YANGON (Arrahmah.com) – Meringkuk di bawah payung-payung untuk menghindari hujan monsun yang bergemuruh, puluhan Muslim berbaris di sebuah masjid di Yangon untuk mendapatkan nasi dan kari untuk berbuka puasa.
Muslim biasanya shalat di madrasah-madrasah. Namun bulan lalu madrasah-madrasah di Yangon timur ditutup oleh gerombolan nasionalis Budha.
“Kami telah menghadapi lebih banyak diskriminasi selama beberapa tahun terakhir,” ungkap Hussein, yang biasa shalat di madrasah, sebagaimana dilansir Arab News, Jumat (23/6/2017).
Muslim hanya membentuk 3-4 persen populasi Myanmar, termasuk minoritas Rohingya dari negara bagian Rakhine, namun Islam telah ada di negara tersebut sejak beberapa abad yang lalu.
Sekarang Muslim banyak yang merasa bahwa mereka tidak diinginkan di tanah air mereka sendiri.
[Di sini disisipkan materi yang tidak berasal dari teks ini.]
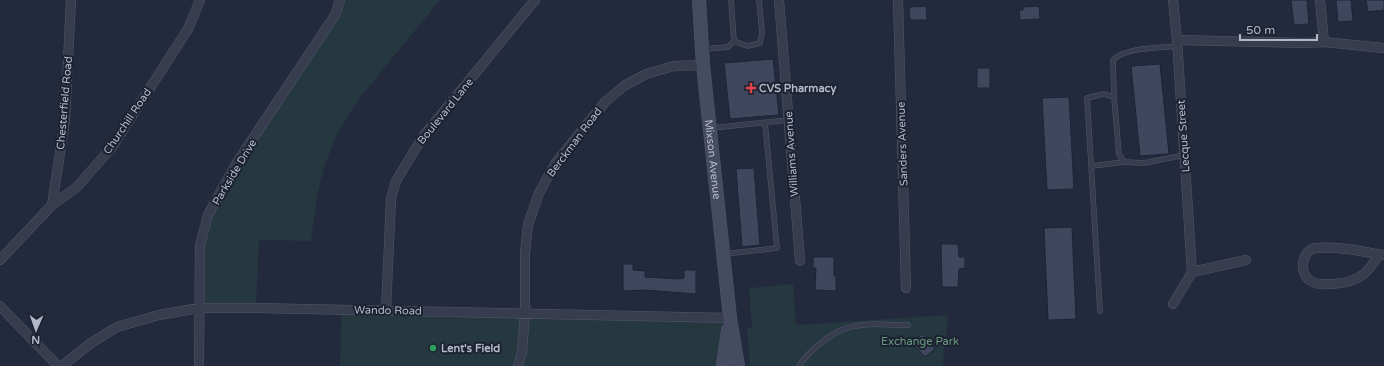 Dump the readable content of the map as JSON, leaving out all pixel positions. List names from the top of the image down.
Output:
{
  "streets": {
    "street": [
      "Chesterfield Road",
      "Boulevard Lane",
      "Churchill Road",
      "Lecque Street",
      "Berckman Road",
      "Sanders Avenue",
      "Williams Avenue",
      "Mixson Avenue",
      "Parkside Drive",
      "Wando Road"
    ]
  },
  "crossings": [
    ["Chesterfield Road", "Churchill Road"],
    ["Boulevard Lane", "Wando Road"],
    ["Berckman Road", "Mixson Avenue"],
    ["Berckman Road", "Wando Road"],
    ["Mixson Avenue", "Wando Road"],
    ["Parkside Drive", "Wando Road"]
  ],
  "parks": ["Exchange Park"],
  "places": {
    "health": ["CVS Pharmacy"],
    "other": ["Lent's Field"]
  },
  "scale_bar": "50 m",
  "north": "bottom"
} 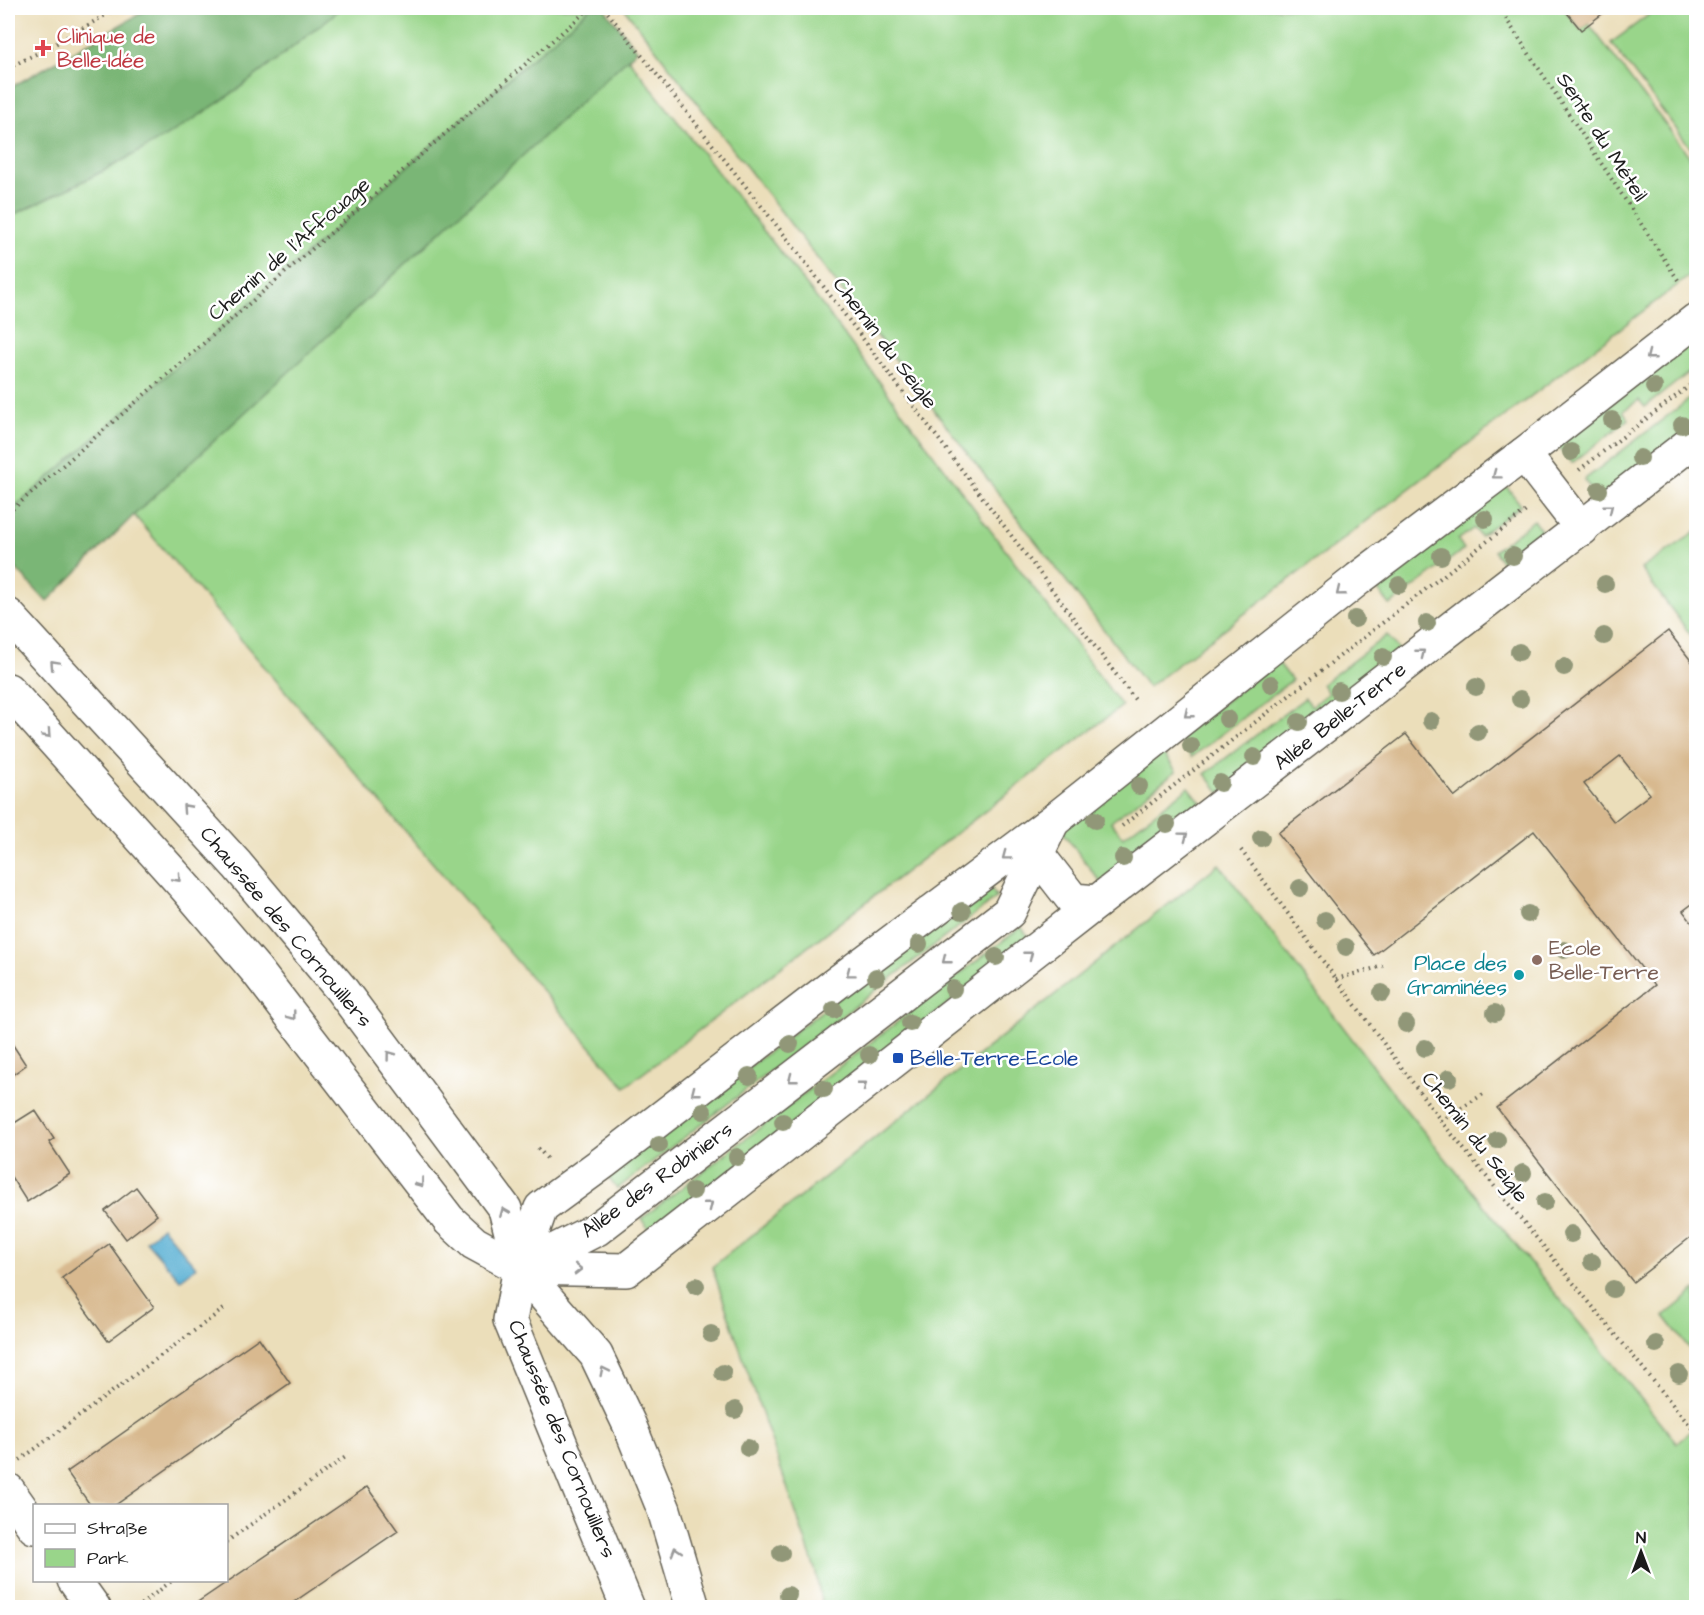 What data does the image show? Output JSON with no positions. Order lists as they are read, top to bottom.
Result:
{
  "streets": {
    "street": ["Allée Belle-Terre", "Chaussée des Cornouillers", "Allée des Robiniers"],
    "path": ["Sente du Méteil", "Chemin de l'Affouage", "Chemin du Seigle"]
  },
  "crossings": [
    ["Allée Belle-Terre", "Allée des Robiniers"],
    ["Chaussée des Cornouillers", "Allée des Robiniers"]
  ],
  "places": {
    "health": ["Clinique de Belle-Idée"],
    "other": ["Ecole Belle-Terre", "Place des Graminées"],
    "transit": ["Belle-Terre-Ecole"]
  },
  "legend": ["Straße", "Park"],
  "north": "top"
}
“Saat saya muda, tidak ada diskriminasi. Kami sangat ramah (dengan umat Budha), jadi kami biasa makan di rumah mereka dan mereka biasa makan di rumah kami,” tambah Hussein.
“Sekarang kita tinggal di negara ini dan kita tidak bebas menjalankan kewajiban agama kita.”
Aung Htoo Myint, sekretaris masjid di kota Thaketa di Yangon, mengatakan bahwa mereka telah berjuang untuk menampung ratusan orang yang terpaksa bergabung dengan jamaahnya setelah madsarah-madrasah itu ditutup.
Muslim Myanmar harus menerjang derasnya hujan monsun agar bisa melaksanakan shalat berjamaah yang digelar di jalan saat bulan suci Ramadhan tahun ini dimulai, namun pihak berwenang setempat juga melarangnya.
Sejak itu pemerintah melancarkan proses hukum terhadap tiga orang yang menghadiri shalat, dengan alasan pertemuan tersebut mengancam “stabilitas dan aturan hukum”.
Pemerintah Myanmar telah menuai kecaman atas perlakukannya terhadap Muslim. Diketahui, Muslim Myammar juga sekarang menghadapi berbagai diskirimasi dan pembatasan,termasuk pembatasan dengan siapa mereka bisa menikah, bahkan pembatasan jumlah anak yang boleh mereka miliki berdasarkan undang-undang Ras dan Agama di negara tersebut tahun 2015.
Ketegangan mulai merebak di negara itu sejak 2012 ketika kekerasan sektarian meletus di Rakhine, menewaskan sekitar 200 orang, kebanyakan Muslim Rohingya, dan menyebabkan puluhan ribu orang harus tinggal di kamp-kamp pengungsian.
Pemerintah Aung San Suu Kyi telah berjuang untuk menahan sentimen anti-Muslim sejak gerilyawan yang mengaku mewakili Rohingya menyerang pos polisi akhir tahun lalu.
Sejak saat itu kelompok garis keras Budha menjadi semakin vokal, menutup acara-acara Islam, membentuk sebuah partai politik untuk ikut dalam pemilihan 2020 dan bentrok dengan umat Islam di jalan-jalan di Yangon.
Polisi telah menahan para pemimpin kelompok yang menjadi dalang kekerasan tersebut, saat lembaga Budha tertinggi negara tersebut telah melarang kelompok ultra-nasionalis terkemuka Ma Ba Tha, yang menanggapi dengan hanya mengganti namanya saja.